Tisseurs de liens 3/7 – Marie-Jeanne Martin : la toubib des Moulins

La médecine générale est une spécialité dépréciée, malgré son importance dans le système de soins. Dans une maison de santé d’un quartier populaire de Lille, Marie-Jeanne Martin et ses collègues soignent des vies plus que des bobos.

Erwan Manac'h  • 23 mars 2022 abonné·es
Tisseurs de liens 3/7 – Marie-Jeanne Martin : la toubib des Moulins
© Erwan Manac’h

La porte du cabinet est restée ouverte, derrière la patiente qui vient de partir en séchant ses larmes. L’écho de ses sanglots imprègne encore l’atmosphère. Marie-Jeanne Martin ne s’offre que quelques secondes pour jeter un coup d’œil à son ordinateur. Saisissant sa souris d’un geste machinal, la docteure chuchote le nom du suivant pour s’assurer de sa prononciation. « Le prochain patient est souvent débordé par les émotions, glisse-t-elle en se levant de sa chaise. Nous allons tout de suite savoir s’il est dans un bon ou un mauvais jour. »

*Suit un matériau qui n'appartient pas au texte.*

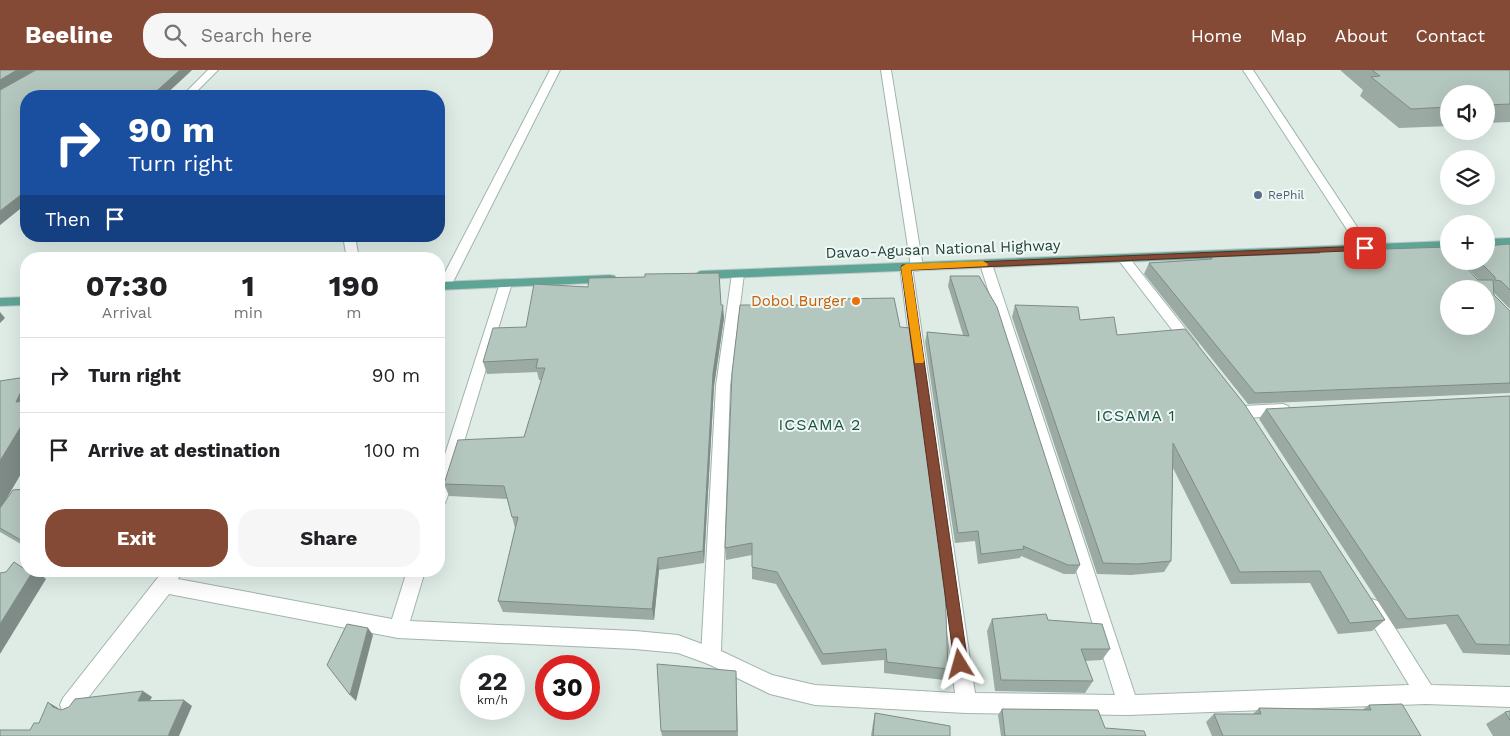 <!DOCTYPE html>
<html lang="en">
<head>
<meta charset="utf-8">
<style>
  :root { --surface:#fff; --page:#f6f6f6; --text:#202124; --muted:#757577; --line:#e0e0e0; --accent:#844a35 }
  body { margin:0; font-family:"Work Sans",sans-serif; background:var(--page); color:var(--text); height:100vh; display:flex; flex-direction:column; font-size:19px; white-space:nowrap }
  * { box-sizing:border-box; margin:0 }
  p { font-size:16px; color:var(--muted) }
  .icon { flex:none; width:28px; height:28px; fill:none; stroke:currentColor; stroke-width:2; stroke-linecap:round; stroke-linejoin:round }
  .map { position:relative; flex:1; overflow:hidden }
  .sheet { position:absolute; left:20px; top:182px; width:425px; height:325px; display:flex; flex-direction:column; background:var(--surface); border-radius:20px; box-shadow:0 5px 20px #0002 }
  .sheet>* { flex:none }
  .hud { position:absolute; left:20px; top:20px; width:425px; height:152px; border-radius:20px; box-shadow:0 5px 20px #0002; background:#1a4fa0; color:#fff; overflow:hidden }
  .buttons { position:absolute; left:1440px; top:15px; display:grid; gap:10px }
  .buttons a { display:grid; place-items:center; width:55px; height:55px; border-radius:50%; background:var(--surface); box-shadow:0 5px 20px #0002; font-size:25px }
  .speed { position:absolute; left:460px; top:585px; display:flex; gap:10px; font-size:25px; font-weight:700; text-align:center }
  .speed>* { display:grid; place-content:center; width:65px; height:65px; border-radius:50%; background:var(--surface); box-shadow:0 5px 20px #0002; line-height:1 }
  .speed small { font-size:12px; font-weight:400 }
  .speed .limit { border:8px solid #d22; background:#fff; color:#111 }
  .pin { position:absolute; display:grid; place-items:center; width:42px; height:42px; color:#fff; margin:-21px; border-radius:10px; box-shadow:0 2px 8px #0006 }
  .me { position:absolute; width:55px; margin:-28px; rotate:352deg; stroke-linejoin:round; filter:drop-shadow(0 0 4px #0008) }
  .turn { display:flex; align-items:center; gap:18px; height:105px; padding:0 25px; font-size:22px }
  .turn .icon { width:65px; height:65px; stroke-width:2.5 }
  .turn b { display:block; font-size:35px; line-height:42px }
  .then { display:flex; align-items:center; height:48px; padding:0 25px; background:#0003; gap:10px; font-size:19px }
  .eta { display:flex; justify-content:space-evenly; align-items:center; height:85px; text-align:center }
  .eta b { font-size:30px; font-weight:700; line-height:35px }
  .action { display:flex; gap:10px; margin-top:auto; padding:10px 25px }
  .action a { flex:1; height:58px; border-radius:20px; background:var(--accent); color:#fff; font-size:20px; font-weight:700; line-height:58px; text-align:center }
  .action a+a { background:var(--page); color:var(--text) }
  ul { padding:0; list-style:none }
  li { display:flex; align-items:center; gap:15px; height:75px; padding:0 25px; border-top:1px solid var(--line) }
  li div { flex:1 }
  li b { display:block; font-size:19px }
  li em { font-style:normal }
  header { display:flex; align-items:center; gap:30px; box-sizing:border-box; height:70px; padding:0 25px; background:var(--accent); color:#fff }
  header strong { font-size:24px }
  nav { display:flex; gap:28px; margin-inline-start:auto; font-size:18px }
  .search { width:350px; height:45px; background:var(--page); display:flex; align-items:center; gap:12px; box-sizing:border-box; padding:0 18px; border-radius:20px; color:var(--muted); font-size:19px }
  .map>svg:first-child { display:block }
</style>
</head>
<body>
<header>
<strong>Beeline</strong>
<div class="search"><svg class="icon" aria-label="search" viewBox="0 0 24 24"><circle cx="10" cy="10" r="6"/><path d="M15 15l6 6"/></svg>Search here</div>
<nav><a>Home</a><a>Map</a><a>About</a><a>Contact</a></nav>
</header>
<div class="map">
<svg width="1510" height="666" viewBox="0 0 1510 666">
  <rect width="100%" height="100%" fill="#dfece6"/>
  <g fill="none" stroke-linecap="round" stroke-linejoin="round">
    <g stroke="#a1b4ae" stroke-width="2">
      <path id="lane" d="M208,0h10l-26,26h-10z
        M550,0h10l-109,216 -2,3h-10v-5z
        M881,0h10l32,197 -6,4 -6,-4z
        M343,166h12l4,23h-12z
        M506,209l6,4 -65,215 -2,5 -6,2v-32l61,-190z
        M1283,334l5,2 3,4 -3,4 -5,2 -39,2 -5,-2 -3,-4 3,-4 5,-2z
        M163,501h19l-4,8 214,40 15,-48h18l-15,50 225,10 43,4 40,15 3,6 -3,6 -7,3 -33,-12 -43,-4 -237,-11 -229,-44 -92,118 -7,3 -7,-3 -3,-7 3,-7z"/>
    </g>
    <g stroke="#a1b4ae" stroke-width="2">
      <path id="street" d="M1243,0h10l118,178 -2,3h-8z
        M1123,184l4,1 69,87 2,3 -2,3h-10l-69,-90z
        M986,190l6,4 143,431 274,-10 -47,-78 2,-6 7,-2 7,2 53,84 79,2v20l-84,-3 -298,11 -162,-2 -151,-8 -45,-11 -66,-32 -3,-6 15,-270 16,-112 6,-4 6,4 -14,112 -9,265 51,24 43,10 140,8 -55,-426 6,-4 6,4 63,426 140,2 -135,-431z"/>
    </g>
    <g stroke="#c0c9c7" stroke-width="2">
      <path id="primary" d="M1510,168v8l-24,1v-8z
        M1449,171v8l-749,30 -6,-4 6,-4z
        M610,205l5,1 1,3 -1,3 -176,8v-8z
        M26,227v8l-26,1v-8z"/>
    </g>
    <use href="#lane" fill="#fff" fill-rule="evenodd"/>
    <use href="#street" fill="#fff" fill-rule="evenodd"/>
    <use href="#primary" fill="#5fa596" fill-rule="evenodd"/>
  </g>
  <path fill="#9baba4" d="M0,0h35l-13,8 14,-8h156l-28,26h-138v108l-26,21z
    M1340,0h170v52l-24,1v-29h-37v32l-50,2 -39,-32 3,-6z
    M1510,175v64l-16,-16v2l16,16v82l-262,11 -104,-130 5,-11 61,-4 1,-2 105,-4 2,-2 131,10 30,19 -18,-19h25z
    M950,206l130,289 -5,9h-11l-43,-18 -1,2 -42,6 -3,-23 -20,2 -30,-201 2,-10 36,3 -15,-49z
    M837,229l111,370 -4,11 -60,-7v-13l-62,5 -46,-81 -24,-5v-24l-26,5 -1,-12 111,-243z
    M721,235l3,13 -10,68 -10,177 -45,7 -5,50 -151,-8 -5,-11 17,-73 -3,-11 -5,-18 -58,-3 -5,-12 80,-47 17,-57h-2l-2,-8 -50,2 -4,-12 43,-35z
    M1015,235l65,15 37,15 268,285 -13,11 -34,3 -28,-51 -79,1 -58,-116 -2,93 -7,11 -33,3 -34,-1 -85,-257z
    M26,307v88l-20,34 20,-10v58l-26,-15v-151z
    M1510,326v259l-47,-2 -17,-29 -50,5 -137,-210 7,-10z
    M992,549l56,1 62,29 -8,11 -17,1 8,20 -8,12 -90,-2 -8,-60z
    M736,601l2,65h-76l-1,-5z
    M1369,635l52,31h-209l-6,-14 8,-8h39l6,-6 103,2z
    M1002,639l103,19 41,8h-145l-3,-21z
    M1510,641v25h-17l-7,-12 19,-12z
    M875,643l75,23h-79l2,-13z"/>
  <path fill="#7e8b86" d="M17,0h18l-35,21v-11z
    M180,0h12l-28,26h-13z
    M22,124l4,6v4l-26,21v-14z
    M723,235l1,13 -10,68 -10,177 -1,-12 10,-178z
    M0,242l5,6 -5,5z
    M26,311v32l-10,-11z
    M26,348v47l-26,45v-49z
    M658,488l1,12 -5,50 -2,-11z
    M33,501h4l9,8 -46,75v-30z
    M368,558l5,7 -17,66 -6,-6z
    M143,621l9,6 -6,11 -8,-7z
    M184,630l8,6 -13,30h-11z
    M48,632l10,6 4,6 -9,-7z"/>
  <path fill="#b4c7bf" stroke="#7e8b86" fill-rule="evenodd" d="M0,0h17l-17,10z
    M36,0h144l-29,26h-125v98h-4l-22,17v-121z
    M1372,0h138v34l-24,1v-11h-37v13l-38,2 -40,-32 9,-1z
    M1509,174l1,1v45l-9,-9 -6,-1v-3l-16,-16h7v-15z
    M1449,177v14h11l18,19h15l1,15 16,16v72l-255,10 -106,-130 63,-4 -1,-2 109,-4 -2,-2zM1449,219h37v37h-37z
    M719,203l2,32h2l-10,68 -10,178 -45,7 -6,51 -154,-8 20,-84h-6l-8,-31 -60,-2 14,-44 66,-3 21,-69h-9l2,-9 -55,3 10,-34 33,-1 8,-43 54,3 1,-9 56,-1v-3z
    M950,206h29l18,31 83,258h-12l-45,-19 1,3 -43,5 -3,-23 -20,2 -31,-201 42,4z
    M894,228l6,29 10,1 35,259 3,82 -61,-7 -1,-13 -63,5 -46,-82 -25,-5v-24l-27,5 7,-175 8,-68h98l-1,-6z
    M1015,235l63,2 2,13 34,-3 3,18 68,-6 60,76 140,215 -35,3 -30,-52 -80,1 -67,-129 -2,118 -33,3 -35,-1z
    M26,307v4l-10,21 10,-1v17l-26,43v-80z
    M1510,326v249l-34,-1 -18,-29 -51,4 -141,-210z
    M26,419v54l-26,-15v-20l13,-18z
    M14,492l12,8v1h7l-33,53v-51l6,-1z
    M1046,544l2,6 54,4 8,25h-29l12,32 -92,-1 -9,-61z
    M347,554l21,4 -18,67 -23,-30z
    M657,594l79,7 1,60h-76z
    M143,621l-5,10 46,-1 -16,36h-168v-6h30l4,-7h5l9,-21 5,5 8,3 8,-3 6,-8z
    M1402,634l19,32h-198l-9,-22h47l-2,-6 112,2 -2,-5z
    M1002,639l96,1 7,18 39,3 2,5h-141z
    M1510,641v9l-5,-8z
    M875,643l75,13v10h-77z"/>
  <path fill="#844a35" stroke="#563022" d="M1365,176h4v4l-458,20 57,394 -2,5 -6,2 -5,-2 -54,-402 1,-2z"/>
  <path fill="#f59e0b" d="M983,191l5,3 -1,2 -76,4 13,91 -1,2h-8l-14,-96 5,-3z"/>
  <circle fill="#5c6f8a" stroke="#eff8f4" stroke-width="2" cx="1258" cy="125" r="5"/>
  <circle fill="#e8710a" stroke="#eff8f4" stroke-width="2" cx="856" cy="231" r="5"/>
  <g text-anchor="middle" stroke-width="4" stroke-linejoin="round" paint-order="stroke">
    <g font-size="12" fill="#4e5e75" stroke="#eff8f4" text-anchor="start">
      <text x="1268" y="129">RePhil</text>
    </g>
    <g font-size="15" fill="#1e3d36" stroke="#eff8f4">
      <text transform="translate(943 179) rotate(-2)" y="5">Davao-Agusan National Highway</text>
    </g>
    <g font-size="15" fill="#c56008" stroke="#eff8f4" text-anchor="end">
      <text x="846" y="236">Dobol Burger</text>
    </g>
    <g font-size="16" letter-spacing="1" fill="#195145" stroke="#eff8f4">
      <text x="1136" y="351">ICSAMA 1</text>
      <text x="820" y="360">ICSAMA 2</text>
    </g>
  </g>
</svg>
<div class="buttons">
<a><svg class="icon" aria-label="sound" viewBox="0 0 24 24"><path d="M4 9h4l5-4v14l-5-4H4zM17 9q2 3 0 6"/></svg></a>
<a><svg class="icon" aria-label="layers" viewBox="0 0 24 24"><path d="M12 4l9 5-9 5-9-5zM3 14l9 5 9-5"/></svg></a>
<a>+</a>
<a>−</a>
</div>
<div class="speed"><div>22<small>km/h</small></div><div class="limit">30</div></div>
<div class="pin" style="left:1365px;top:178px;background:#d93025"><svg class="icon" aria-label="arrive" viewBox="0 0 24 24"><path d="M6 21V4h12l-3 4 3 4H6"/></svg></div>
<svg class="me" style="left:960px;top:594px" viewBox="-20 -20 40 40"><path d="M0-17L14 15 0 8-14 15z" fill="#844a35" stroke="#fff" stroke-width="4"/></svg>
<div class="hud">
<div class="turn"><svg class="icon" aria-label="right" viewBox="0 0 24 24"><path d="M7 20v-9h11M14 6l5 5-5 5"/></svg><div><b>90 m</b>Turn right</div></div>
<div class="then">Then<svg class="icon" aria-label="arrive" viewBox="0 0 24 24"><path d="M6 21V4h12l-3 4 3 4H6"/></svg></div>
</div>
<section class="sheet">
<div class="eta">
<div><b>07:30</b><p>Arrival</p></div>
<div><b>1</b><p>min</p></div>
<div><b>190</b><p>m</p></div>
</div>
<ul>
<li><svg class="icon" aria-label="right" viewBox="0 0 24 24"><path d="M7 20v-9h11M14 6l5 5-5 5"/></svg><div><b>Turn right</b></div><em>90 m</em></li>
<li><svg class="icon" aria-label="arrive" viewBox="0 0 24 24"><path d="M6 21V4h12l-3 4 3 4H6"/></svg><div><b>Arrive at destination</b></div><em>100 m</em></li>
</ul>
<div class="action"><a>Exit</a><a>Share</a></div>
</section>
</div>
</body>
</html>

Une nouvelle histoire s’installe dans son huis clos protecteur. Le patient est encore en retenue, muré dans l’ennui de la salle d’attente où il a patienté pendant près d’une heure. Mais très vite sa coquille s’ouvre, ses yeux cherchent le regard de la médecin et sa langue se délie. Dans le cabinet de Marie-Jeanne Martin, on rit aux éclats, on fond en larmes, on murmure des confidences qu’on ne livre à personne d’autre.

Installée dans le quartier pauvre des Moulins, à Lille, la médecin s’occupe des maux de la précarité. Elle accompagne beaucoup de mères seules, de victimes de violences conjugales et de personnes migrantes. Avec une majorité d’allocataires de la couverture maladie universelle (CMU) et de l’aide médicale d’État (AME). La proximité d’un centre LGBTQI+ l’a aussi conduite à se former à la transidentité, ce qui lui attire une patientèle venue parfois de loin.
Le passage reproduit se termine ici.